他浑然不知褚微雁在想什么,只觉她一觉醒来判若两人,待他冷淡也便罢了,竟然还提出如此想法。
未免太过荒唐。
他觉得荒唐,褚微雁也觉得荒唐,不由抬眸看他。
他娶她无非是为了方便同褚清河行那寡廉鲜耻之事,如今她都说自己要离开府里,任由他们肆意了,他却还不高兴。
还是莫非说,没了她,他们那见不得人的肮脏情感竟没了趣味?
褚微雁恶心的看他一眼,别开面去。
林清远并未错过她这一眼,原本还是满心满腹的怒意,却被她这如同看什么肮脏之物的眼神看的浑身一凉,仿佛一盆冰水从天而降。
她竟这般看他?
觉得他恶心?
为何?
林清远满心不解。
明明她昨日看他都是娇羞目光里带着爱意,今日却看他如敌寇,这般的反差忍不住让林清远心口揪痛。

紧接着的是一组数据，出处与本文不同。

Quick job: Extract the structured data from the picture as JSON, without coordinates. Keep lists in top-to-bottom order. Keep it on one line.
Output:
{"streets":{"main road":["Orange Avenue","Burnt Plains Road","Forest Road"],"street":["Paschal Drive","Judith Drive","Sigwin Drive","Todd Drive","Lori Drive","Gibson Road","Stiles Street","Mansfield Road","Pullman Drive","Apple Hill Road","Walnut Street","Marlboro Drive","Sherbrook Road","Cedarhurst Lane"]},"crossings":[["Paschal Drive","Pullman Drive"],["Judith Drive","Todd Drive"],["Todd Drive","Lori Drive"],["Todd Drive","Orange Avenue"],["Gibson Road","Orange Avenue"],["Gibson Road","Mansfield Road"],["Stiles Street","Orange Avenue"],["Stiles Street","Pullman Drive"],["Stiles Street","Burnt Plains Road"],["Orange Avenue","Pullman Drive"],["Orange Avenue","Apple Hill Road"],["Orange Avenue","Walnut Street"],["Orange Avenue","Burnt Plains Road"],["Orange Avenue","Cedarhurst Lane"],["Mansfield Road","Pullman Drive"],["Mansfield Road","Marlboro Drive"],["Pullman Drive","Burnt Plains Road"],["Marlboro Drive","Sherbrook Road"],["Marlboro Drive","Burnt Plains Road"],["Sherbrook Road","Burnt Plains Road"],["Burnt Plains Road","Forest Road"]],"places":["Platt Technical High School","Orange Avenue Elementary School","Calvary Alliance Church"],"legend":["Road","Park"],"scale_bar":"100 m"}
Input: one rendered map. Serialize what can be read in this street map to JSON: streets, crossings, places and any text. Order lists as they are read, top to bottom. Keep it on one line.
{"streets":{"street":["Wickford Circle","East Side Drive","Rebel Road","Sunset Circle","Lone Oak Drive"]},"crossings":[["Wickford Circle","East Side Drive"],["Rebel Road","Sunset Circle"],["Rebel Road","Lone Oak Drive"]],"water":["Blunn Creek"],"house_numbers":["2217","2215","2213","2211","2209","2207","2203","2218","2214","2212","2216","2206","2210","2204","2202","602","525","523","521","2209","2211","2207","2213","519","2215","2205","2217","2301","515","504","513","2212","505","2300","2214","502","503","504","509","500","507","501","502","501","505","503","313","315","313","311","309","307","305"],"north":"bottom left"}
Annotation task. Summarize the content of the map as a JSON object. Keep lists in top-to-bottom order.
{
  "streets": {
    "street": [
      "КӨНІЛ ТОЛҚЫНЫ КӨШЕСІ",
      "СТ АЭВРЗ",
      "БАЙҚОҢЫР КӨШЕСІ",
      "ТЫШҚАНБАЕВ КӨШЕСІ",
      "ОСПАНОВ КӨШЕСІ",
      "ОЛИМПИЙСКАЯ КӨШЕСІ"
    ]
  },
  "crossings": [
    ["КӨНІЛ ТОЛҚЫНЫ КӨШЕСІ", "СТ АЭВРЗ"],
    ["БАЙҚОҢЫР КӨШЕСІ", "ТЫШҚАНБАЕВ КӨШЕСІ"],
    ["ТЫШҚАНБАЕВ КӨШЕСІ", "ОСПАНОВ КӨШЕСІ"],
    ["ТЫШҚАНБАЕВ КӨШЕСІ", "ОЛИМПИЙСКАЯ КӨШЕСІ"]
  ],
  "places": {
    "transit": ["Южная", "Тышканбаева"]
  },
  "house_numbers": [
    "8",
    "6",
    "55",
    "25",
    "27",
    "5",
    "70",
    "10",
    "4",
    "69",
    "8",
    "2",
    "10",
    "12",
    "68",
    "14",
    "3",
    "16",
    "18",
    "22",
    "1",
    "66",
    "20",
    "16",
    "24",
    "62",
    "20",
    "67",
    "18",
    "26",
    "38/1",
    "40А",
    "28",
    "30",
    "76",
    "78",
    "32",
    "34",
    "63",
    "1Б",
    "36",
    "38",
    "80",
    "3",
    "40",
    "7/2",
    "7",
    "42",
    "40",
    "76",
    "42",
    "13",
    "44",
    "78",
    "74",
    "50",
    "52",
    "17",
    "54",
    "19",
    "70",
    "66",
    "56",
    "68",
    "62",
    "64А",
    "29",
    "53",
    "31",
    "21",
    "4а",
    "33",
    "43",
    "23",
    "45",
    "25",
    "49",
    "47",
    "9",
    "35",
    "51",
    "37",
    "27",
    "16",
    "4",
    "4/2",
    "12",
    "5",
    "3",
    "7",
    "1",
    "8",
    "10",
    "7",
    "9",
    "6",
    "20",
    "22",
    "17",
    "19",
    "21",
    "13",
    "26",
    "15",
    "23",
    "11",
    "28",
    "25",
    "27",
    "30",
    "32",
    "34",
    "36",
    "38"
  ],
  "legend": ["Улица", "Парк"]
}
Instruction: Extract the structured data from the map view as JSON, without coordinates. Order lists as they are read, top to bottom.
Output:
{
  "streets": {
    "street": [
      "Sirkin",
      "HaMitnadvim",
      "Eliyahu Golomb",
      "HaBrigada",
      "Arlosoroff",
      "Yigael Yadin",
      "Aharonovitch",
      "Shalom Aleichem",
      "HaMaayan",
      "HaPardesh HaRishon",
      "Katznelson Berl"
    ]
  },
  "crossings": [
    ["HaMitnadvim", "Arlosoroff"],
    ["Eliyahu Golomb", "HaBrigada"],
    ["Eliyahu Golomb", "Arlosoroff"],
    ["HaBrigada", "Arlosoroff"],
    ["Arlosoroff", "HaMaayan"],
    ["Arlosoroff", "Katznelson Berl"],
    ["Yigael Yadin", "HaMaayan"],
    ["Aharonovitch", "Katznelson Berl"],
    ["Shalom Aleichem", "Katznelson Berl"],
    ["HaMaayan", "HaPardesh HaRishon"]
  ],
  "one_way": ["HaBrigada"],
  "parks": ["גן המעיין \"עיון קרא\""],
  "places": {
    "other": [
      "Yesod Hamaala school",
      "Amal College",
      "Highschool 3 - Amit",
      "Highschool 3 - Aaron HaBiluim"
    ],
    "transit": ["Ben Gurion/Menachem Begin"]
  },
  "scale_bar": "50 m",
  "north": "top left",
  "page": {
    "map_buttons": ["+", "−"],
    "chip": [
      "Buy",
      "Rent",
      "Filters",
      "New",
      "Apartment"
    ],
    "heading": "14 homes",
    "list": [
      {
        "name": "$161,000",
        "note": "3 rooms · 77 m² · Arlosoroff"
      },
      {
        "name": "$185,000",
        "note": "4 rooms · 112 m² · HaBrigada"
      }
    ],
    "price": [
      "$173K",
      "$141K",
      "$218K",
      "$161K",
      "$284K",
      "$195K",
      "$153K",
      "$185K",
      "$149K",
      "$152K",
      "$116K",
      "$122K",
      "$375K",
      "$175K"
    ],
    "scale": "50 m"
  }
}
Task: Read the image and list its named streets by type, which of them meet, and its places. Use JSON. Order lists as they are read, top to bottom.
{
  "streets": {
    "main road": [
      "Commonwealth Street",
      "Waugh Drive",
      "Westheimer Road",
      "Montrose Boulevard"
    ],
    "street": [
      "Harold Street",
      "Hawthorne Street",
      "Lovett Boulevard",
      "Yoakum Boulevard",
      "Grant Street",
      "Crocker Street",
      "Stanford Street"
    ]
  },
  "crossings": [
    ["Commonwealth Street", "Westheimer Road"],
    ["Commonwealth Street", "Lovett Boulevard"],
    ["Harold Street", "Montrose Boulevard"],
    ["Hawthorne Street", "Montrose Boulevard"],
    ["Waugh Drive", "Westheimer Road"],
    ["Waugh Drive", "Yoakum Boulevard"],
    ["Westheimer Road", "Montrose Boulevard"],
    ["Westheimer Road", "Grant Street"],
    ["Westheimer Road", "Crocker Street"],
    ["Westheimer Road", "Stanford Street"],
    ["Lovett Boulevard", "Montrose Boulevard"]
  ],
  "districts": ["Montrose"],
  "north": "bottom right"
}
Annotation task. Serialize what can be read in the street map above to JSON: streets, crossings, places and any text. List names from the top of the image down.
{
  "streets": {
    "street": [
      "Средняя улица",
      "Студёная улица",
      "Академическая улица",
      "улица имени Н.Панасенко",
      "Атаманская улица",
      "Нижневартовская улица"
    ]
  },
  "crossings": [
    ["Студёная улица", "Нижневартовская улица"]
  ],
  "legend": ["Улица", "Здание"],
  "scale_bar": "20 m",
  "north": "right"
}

他想说什么,却发觉嗓子眼发紧,好一阵才挤出声音:“去庄子上,断无可能。”
“快些看了大夫休息一阵,”他只当她或许是太累了,嗓音微柔道:“祖母那边我已说过了,你不必去拜见,旁的人来,也不必理会。”
说罢,他深深看了褚微雁一眼,转身离开。